- **Action item**:
The entries underneath need to be duplicated exactly, with none omitted.

#### Source information ####

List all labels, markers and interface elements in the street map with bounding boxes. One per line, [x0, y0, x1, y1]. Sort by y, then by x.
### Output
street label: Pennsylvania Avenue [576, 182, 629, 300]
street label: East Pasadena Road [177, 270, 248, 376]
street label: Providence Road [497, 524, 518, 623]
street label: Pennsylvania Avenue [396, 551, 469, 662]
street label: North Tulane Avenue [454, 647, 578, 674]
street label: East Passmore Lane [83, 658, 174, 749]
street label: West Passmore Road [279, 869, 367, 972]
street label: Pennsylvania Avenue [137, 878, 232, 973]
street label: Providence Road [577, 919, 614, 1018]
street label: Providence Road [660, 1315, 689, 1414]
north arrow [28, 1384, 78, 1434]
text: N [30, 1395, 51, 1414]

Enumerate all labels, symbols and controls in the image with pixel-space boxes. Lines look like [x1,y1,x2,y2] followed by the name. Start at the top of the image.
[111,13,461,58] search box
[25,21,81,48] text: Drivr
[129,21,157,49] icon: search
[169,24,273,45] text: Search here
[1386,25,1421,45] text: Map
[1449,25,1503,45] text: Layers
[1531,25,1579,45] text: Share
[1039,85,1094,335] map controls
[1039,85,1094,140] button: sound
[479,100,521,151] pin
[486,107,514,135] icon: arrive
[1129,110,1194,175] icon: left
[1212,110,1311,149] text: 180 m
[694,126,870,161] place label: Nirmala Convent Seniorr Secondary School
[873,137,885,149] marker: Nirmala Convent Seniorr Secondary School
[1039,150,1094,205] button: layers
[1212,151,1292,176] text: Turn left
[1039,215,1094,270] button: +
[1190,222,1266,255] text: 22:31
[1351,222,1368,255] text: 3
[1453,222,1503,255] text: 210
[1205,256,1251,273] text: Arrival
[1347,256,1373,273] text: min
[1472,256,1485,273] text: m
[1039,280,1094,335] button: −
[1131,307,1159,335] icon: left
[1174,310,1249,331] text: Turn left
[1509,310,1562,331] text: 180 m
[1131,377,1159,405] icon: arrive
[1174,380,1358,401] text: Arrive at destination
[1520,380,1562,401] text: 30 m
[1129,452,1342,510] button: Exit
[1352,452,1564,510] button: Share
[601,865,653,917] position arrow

####

- **Written answer**:
List all labels, markers and interface elements in the street map with bounding boxes. One per line, [x0, y0, x1, y1]. Sort by y, then by x.
### Output
street label: Pennsylvania Avenue [576, 182, 629, 300]
street label: East Pasadena Road [177, 270, 248, 376]
street label: Providence Road [497, 524, 518, 623]
street label: Pennsylvania Avenue [396, 551, 469, 662]
street label: North Tulane Avenue [454, 647, 578, 674]
street label: East Passmore Lane [83, 658, 174, 749]
street label: West Passmore Road [279, 869, 367, 972]
street label: Pennsylvania Avenue [137, 878, 232, 973]
street label: Providence Road [577, 919, 614, 1018]
street label: Providence Road [660, 1315, 689, 1414]
north arrow [28, 1384, 78, 1434]
text: N [30, 1395, 51, 1414]

Enumerate all labels, symbols and controls in the image with pixel-space boxes. Lines look like [x1,y1,x2,y2] followed by the name. Start at the top of the image.
[111,13,461,58] search box
[25,21,81,48] text: Drivr
[129,21,157,49] icon: search
[169,24,273,45] text: Search here
[1386,25,1421,45] text: Map
[1449,25,1503,45] text: Layers
[1531,25,1579,45] text: Share
[1039,85,1094,335] map controls
[1039,85,1094,140] button: sound
[479,100,521,151] pin
[486,107,514,135] icon: arrive
[1129,110,1194,175] icon: left
[1212,110,1311,149] text: 180 m
[694,126,870,161] place label: Nirmala Convent Seniorr Secondary School
[873,137,885,149] marker: Nirmala Convent Seniorr Secondary School
[1039,150,1094,205] button: layers
[1212,151,1292,176] text: Turn left
[1039,215,1094,270] button: +
[1190,222,1266,255] text: 22:31
[1351,222,1368,255] text: 3
[1453,222,1503,255] text: 210
[1205,256,1251,273] text: Arrival
[1347,256,1373,273] text: min
[1472,256,1485,273] text: m
[1039,280,1094,335] button: −
[1131,307,1159,335] icon: left
[1174,310,1249,331] text: Turn left
[1509,310,1562,331] text: 180 m
[1131,377,1159,405] icon: arrive
[1174,380,1358,401] text: Arrive at destination
[1520,380,1562,401] text: 30 m
[1129,452,1342,510] button: Exit
[1352,452,1564,510] button: Share
[601,865,653,917] position arrow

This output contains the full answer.